My experiments with foundation models, VLMs and 3D vision. I'll start by attempting to implement parts of the FindAnything paper, where VLM-derived features allow to query a 3D model/representation for semantic/object information.
The system proposed in FindAnything comprises several modules: SLAM/state-estimation, mapping, segmentation+VLM feature estimation, tracking, merging/fusion, and robot control/planning.
I'll first attempt the "mapping" submodule as shown in the green box below:

I'll assume we have some imagery with depth maps and RGB images. I will also assume we have pose and camera information for projection/mapping of image data into 3D space. For the sake of experimentation, I'll use the TUM RGB-D dataset, see here.
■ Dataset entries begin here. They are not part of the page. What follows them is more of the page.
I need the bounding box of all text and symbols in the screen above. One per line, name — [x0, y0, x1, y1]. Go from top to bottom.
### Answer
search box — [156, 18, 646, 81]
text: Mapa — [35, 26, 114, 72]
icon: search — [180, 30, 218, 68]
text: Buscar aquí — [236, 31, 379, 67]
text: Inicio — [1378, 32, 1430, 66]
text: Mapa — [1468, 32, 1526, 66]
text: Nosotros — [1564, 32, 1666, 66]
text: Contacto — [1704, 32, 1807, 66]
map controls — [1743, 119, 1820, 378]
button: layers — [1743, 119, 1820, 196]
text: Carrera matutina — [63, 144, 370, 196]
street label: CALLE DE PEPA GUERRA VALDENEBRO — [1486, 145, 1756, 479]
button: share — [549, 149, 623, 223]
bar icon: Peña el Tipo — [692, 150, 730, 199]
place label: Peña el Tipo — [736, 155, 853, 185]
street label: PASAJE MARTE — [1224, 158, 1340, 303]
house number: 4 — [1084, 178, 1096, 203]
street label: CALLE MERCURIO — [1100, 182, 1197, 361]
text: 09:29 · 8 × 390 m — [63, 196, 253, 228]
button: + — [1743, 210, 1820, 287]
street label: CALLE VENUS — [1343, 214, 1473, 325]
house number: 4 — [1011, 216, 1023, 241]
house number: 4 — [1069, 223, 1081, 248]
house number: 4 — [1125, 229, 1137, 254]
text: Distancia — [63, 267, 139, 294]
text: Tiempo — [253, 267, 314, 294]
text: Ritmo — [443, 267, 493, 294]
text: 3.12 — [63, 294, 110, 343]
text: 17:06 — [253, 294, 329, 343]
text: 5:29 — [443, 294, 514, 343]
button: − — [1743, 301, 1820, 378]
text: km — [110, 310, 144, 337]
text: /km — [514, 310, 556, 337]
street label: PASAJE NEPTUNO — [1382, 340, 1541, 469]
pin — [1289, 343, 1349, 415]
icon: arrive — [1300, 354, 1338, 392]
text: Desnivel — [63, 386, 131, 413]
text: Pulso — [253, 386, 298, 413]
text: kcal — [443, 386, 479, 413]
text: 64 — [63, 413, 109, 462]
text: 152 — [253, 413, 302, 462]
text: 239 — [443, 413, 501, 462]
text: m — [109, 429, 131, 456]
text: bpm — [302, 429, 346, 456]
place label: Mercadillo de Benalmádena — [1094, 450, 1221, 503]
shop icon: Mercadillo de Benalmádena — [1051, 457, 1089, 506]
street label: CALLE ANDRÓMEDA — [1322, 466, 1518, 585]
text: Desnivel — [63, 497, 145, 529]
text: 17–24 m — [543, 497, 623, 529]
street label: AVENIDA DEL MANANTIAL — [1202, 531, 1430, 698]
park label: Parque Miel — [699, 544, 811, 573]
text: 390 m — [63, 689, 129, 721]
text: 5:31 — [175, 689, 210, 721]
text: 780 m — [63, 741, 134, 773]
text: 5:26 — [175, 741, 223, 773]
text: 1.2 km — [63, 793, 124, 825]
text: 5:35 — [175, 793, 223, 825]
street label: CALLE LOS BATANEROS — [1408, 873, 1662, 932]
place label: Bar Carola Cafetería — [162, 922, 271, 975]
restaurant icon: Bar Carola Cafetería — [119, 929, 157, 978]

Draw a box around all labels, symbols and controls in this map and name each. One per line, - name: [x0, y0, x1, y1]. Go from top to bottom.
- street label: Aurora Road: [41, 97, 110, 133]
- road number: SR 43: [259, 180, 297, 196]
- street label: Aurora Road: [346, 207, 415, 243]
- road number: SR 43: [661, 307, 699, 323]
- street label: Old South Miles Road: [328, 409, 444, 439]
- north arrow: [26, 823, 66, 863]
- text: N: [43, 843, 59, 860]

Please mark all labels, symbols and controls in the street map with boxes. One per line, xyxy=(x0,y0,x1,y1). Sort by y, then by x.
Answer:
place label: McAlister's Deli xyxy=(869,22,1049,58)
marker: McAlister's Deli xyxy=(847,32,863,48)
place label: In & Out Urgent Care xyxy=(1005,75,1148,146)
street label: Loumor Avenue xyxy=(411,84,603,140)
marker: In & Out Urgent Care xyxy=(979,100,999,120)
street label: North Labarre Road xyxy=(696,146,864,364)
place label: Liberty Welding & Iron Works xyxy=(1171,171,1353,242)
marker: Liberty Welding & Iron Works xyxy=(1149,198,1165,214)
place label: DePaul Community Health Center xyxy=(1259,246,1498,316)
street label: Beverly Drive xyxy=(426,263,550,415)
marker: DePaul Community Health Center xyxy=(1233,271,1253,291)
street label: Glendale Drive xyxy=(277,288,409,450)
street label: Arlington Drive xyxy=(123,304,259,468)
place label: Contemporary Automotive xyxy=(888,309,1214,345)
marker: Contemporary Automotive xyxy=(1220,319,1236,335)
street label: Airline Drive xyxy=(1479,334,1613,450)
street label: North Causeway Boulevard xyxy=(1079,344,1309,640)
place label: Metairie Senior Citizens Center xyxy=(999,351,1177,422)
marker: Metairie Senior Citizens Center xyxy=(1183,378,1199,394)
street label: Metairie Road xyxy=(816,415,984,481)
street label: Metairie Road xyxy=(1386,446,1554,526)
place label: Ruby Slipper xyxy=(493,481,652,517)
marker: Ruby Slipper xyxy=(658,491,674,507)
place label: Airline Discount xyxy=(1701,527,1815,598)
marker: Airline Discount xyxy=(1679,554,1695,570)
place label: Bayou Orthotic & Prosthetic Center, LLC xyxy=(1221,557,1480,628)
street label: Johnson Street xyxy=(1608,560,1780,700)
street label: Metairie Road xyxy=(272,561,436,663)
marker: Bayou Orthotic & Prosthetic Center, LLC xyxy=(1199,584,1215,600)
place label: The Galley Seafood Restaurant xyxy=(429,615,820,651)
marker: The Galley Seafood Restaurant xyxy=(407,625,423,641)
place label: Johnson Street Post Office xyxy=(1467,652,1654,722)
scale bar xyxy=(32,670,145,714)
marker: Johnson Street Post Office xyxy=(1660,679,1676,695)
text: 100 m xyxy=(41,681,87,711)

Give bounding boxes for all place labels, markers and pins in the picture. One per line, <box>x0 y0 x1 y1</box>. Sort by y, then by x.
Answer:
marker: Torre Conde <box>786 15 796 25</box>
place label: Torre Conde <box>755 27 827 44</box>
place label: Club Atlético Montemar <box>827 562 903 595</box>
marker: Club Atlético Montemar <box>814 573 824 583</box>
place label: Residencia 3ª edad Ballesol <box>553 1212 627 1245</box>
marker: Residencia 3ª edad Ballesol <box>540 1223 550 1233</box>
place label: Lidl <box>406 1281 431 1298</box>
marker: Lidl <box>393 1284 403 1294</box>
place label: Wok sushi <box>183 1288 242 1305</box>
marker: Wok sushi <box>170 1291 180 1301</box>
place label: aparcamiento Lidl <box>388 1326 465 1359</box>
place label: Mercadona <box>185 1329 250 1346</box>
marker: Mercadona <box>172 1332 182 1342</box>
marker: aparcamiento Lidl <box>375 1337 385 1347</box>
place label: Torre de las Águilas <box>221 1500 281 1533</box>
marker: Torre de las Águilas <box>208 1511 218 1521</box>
In particular, the notebook mapping.ipynb uses rgbd_dataset_freiburg1_desk2:

The software needed for running eSAM, CLIP, Open3D and some other basic things in requirements.txt, so create your virtual environment (conda, venv, etc) and:
# install curl and wget if needed, they are used to get model checkpoints
# create dev environment
conda create -n FindAnything python==3.10.18
conda activate FindAnything
# prep the environment via the Makefile
# cd into the root of the repo and
make
The code above will: 1) install dev packages from requirements.txt, 2) Install CLIP and eTAM, and 3) Download the eTAM checkpoints
Note: I'm running ubuntu 24.04 with an NVIDIA 3080 and 560.35.05 driver, i.e., cuda 12 compatible.
For now, check out the notebooks but first pull the submodules
git submodule init
git submodule update